** How to complete this task **
The answer should consist solely of the lines from the first one below through the line containing "filter:drop-shadow(0 0 1px", copied exactly.

** Excerpted records **
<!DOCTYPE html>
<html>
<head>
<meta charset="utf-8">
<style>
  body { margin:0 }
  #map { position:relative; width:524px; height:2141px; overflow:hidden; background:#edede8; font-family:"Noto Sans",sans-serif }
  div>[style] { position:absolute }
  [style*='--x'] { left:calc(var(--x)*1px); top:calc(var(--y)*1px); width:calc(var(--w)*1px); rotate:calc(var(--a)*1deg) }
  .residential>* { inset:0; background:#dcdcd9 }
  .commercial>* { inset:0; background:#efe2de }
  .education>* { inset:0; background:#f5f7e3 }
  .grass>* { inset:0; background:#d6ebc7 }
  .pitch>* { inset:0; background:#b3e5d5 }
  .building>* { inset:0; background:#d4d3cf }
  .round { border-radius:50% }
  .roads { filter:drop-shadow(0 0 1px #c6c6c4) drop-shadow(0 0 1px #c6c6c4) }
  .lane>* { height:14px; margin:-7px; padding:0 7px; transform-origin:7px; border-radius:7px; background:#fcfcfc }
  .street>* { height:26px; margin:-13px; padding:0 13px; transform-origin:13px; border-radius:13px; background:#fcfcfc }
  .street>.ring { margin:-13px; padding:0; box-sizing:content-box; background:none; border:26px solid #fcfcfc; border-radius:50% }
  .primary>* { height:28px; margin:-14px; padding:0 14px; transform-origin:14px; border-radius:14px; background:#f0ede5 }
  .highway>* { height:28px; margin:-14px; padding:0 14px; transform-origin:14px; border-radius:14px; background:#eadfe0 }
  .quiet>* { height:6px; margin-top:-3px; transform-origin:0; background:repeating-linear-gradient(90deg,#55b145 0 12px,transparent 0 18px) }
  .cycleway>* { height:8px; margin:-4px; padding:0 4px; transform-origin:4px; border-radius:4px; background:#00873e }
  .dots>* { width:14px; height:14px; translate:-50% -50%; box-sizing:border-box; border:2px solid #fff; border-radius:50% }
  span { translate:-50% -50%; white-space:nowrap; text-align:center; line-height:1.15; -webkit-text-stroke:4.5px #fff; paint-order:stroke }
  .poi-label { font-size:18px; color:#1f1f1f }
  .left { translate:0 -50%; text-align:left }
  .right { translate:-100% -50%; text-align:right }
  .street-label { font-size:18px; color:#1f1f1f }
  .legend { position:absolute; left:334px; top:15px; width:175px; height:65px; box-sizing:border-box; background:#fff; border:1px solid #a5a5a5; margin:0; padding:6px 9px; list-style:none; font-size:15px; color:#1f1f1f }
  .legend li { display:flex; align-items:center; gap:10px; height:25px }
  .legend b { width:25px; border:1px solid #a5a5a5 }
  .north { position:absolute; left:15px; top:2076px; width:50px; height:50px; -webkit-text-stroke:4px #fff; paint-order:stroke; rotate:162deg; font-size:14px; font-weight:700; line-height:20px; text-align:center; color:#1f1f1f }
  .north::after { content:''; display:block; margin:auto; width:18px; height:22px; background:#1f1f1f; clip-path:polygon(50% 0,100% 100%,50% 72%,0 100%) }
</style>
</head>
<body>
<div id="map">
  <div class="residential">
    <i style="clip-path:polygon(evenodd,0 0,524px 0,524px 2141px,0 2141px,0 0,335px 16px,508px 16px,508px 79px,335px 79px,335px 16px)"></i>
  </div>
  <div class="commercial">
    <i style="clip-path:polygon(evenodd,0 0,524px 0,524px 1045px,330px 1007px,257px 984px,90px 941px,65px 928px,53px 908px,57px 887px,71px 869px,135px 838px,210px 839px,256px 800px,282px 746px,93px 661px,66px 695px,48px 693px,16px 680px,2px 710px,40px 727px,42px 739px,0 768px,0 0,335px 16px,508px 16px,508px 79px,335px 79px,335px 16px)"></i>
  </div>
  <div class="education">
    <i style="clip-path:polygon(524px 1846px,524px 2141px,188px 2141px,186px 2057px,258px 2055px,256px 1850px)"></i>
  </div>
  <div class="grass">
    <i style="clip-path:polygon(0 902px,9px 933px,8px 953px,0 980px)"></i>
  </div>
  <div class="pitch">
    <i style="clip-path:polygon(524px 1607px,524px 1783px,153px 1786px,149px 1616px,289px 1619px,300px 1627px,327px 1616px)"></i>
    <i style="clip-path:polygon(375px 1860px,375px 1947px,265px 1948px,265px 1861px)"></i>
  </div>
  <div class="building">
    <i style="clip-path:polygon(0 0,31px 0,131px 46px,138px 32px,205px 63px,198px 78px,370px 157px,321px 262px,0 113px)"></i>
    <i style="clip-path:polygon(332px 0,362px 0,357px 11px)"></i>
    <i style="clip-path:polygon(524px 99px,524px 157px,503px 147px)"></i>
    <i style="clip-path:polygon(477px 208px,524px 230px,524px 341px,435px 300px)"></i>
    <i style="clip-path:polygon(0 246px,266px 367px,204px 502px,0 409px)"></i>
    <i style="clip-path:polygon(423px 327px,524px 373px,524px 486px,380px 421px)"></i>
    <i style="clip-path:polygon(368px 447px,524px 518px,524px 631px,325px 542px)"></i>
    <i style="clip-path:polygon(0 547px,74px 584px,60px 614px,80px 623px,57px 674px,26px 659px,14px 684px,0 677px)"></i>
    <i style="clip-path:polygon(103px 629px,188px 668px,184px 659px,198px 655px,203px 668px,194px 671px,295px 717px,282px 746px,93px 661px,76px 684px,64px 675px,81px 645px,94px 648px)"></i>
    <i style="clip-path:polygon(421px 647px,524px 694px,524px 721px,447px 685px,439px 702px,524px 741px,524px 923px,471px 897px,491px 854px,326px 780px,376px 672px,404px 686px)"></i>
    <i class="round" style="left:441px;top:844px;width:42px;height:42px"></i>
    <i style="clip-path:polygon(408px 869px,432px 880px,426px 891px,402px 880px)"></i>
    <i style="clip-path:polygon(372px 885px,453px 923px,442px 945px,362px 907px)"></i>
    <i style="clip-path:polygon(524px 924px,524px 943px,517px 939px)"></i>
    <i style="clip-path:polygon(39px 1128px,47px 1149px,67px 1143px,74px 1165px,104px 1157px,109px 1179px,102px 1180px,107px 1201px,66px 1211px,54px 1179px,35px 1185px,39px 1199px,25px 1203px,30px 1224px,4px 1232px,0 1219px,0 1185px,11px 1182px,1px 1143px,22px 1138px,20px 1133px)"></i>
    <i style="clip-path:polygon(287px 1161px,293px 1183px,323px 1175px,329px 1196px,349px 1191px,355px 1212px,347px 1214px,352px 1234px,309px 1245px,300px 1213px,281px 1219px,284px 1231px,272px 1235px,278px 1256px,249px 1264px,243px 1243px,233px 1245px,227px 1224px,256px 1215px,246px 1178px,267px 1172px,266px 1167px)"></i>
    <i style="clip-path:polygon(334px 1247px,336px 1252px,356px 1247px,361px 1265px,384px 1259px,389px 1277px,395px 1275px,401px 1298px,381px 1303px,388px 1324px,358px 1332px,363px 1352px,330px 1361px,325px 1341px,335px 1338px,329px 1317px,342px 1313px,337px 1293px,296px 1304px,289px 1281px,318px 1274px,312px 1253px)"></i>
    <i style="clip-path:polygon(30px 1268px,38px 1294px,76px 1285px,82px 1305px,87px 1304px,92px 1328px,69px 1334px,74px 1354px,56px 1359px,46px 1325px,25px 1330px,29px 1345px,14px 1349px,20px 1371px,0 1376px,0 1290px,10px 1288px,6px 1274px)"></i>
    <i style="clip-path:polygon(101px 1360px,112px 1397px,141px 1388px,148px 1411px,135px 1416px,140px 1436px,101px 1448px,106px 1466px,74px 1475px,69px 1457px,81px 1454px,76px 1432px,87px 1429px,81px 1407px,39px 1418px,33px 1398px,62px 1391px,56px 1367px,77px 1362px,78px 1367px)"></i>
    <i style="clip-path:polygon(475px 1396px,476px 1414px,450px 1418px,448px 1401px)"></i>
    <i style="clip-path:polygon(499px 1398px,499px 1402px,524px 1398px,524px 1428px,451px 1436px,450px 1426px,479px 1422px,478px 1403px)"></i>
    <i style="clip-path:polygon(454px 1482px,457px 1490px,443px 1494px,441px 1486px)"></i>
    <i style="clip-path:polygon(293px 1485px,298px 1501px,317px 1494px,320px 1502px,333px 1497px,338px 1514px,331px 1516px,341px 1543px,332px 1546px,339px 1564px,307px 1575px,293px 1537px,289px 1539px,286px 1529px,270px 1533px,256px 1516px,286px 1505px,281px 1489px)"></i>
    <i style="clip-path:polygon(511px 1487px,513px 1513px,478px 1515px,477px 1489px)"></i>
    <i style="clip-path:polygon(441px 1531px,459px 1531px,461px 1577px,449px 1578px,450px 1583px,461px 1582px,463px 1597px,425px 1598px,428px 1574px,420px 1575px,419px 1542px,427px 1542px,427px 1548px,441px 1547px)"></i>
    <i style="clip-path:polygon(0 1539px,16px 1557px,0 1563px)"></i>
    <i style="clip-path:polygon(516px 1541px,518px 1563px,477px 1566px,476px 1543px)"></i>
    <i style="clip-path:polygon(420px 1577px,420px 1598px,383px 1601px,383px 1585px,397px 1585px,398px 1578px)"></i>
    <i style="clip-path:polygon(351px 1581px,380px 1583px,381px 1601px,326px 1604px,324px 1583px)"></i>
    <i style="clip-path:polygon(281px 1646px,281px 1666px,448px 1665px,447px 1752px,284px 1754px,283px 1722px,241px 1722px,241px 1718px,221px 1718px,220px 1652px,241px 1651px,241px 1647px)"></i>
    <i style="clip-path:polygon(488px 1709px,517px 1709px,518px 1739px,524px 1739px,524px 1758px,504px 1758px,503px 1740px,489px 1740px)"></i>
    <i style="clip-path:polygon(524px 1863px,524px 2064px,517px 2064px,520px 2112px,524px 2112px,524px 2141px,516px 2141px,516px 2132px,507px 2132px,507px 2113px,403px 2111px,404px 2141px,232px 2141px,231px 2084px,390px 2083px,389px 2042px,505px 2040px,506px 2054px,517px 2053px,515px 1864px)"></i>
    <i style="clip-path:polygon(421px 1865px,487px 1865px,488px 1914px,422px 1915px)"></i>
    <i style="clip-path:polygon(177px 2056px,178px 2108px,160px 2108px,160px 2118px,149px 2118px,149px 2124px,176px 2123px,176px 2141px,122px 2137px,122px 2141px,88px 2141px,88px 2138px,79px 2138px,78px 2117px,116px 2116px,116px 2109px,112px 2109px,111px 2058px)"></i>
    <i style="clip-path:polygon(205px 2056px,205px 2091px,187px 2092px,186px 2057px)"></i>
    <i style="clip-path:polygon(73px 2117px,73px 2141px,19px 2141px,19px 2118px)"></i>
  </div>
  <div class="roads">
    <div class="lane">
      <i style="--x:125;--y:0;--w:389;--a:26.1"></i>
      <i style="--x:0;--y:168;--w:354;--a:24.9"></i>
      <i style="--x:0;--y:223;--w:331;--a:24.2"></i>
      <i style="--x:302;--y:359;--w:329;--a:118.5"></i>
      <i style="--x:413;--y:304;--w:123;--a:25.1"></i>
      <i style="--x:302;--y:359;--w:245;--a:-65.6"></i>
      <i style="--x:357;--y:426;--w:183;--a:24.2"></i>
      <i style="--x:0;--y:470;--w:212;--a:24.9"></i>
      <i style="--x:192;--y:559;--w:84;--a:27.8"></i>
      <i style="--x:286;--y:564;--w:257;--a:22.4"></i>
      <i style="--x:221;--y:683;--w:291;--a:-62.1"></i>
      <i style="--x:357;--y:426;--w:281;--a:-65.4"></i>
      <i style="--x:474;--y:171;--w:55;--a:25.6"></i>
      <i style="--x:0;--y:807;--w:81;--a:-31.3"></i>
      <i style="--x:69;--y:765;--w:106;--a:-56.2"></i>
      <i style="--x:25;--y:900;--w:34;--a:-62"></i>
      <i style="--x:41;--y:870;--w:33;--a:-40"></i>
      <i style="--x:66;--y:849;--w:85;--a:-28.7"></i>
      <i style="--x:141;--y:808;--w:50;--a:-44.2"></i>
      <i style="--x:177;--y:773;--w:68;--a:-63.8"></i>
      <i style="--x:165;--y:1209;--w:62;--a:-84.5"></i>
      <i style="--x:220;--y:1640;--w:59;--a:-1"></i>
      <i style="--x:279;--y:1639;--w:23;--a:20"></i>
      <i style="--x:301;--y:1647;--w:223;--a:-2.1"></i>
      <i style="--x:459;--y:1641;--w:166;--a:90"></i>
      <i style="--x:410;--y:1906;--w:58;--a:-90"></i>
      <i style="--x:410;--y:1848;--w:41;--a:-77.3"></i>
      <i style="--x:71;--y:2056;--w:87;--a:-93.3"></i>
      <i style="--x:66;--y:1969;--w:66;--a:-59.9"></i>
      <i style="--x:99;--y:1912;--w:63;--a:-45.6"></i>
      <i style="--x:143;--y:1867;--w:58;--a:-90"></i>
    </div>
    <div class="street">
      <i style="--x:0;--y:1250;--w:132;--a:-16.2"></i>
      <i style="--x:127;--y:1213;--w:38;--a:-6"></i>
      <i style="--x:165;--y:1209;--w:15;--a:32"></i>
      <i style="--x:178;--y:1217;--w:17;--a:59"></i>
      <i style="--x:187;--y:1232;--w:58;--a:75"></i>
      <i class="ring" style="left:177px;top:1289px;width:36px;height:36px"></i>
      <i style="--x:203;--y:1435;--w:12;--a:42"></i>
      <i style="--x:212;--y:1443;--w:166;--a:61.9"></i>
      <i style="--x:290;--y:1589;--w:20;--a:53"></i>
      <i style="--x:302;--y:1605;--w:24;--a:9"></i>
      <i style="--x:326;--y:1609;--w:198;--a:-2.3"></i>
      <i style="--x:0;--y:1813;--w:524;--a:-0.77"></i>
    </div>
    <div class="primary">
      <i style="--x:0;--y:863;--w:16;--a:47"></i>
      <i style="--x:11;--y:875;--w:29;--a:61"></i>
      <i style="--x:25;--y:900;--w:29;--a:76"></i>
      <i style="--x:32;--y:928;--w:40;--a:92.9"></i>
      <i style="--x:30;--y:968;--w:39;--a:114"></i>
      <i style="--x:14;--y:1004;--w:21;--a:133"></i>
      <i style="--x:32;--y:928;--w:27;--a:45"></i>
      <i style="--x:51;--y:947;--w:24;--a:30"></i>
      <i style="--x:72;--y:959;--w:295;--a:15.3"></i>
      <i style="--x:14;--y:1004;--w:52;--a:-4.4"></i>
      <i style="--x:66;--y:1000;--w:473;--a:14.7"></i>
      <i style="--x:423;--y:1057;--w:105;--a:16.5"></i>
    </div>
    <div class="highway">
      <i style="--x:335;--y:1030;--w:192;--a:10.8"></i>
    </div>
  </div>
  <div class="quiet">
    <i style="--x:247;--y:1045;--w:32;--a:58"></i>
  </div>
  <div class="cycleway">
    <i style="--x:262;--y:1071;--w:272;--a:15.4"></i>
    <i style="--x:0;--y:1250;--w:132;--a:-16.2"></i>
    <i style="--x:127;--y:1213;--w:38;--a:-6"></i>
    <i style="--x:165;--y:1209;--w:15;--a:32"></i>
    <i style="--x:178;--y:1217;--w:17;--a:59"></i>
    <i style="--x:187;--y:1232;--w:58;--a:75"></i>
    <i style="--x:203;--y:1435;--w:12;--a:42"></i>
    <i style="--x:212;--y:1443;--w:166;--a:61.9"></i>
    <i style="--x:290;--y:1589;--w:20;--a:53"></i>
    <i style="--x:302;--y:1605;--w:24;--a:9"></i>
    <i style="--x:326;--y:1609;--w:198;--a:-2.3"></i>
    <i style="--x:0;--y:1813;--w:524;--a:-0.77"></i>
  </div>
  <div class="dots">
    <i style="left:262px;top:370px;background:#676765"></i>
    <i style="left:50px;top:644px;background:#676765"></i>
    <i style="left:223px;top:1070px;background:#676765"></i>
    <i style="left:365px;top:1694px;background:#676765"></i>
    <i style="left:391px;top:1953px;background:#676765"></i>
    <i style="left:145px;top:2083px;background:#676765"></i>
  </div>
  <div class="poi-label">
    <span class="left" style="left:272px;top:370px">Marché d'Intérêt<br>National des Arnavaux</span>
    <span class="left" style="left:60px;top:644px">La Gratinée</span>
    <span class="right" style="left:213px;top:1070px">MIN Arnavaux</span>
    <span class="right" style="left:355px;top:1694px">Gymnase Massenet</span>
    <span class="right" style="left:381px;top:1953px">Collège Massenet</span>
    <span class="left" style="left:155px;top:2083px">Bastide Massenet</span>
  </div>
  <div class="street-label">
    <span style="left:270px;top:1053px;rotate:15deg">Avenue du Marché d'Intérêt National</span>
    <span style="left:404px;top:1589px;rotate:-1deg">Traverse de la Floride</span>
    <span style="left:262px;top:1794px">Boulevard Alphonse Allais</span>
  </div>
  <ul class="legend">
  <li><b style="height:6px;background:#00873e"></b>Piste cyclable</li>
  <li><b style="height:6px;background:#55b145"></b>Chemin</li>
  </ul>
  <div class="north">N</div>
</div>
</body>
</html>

** Response **
<!DOCTYPE html>
<html>
<head>
<meta charset="utf-8">
<style>
  body { margin:0 }
  #map { position:relative; width:524px; height:2141px; overflow:hidden; background:#edede8; font-family:"Noto Sans",sans-serif }
  div>[style] { position:absolute }
  [style*='--x'] { left:calc(var(--x)*1px); top:calc(var(--y)*1px); width:calc(var(--w)*1px); rotate:calc(var(--a)*1deg) }
  .residential>* { inset:0; background:#dcdcd9 }
  .commercial>* { inset:0; background:#efe2de }
  .education>* { inset:0; background:#f5f7e3 }
  .grass>* { inset:0; background:#d6ebc7 }
  .pitch>* { inset:0; background:#b3e5d5 }
  .building>* { inset:0; background:#d4d3cf }
  .round { border-radius:50% }
  .roads { filter:drop-shadow(0 0 1px #c6c6c4) drop-shadow(0 0 1px #c6c6c4) }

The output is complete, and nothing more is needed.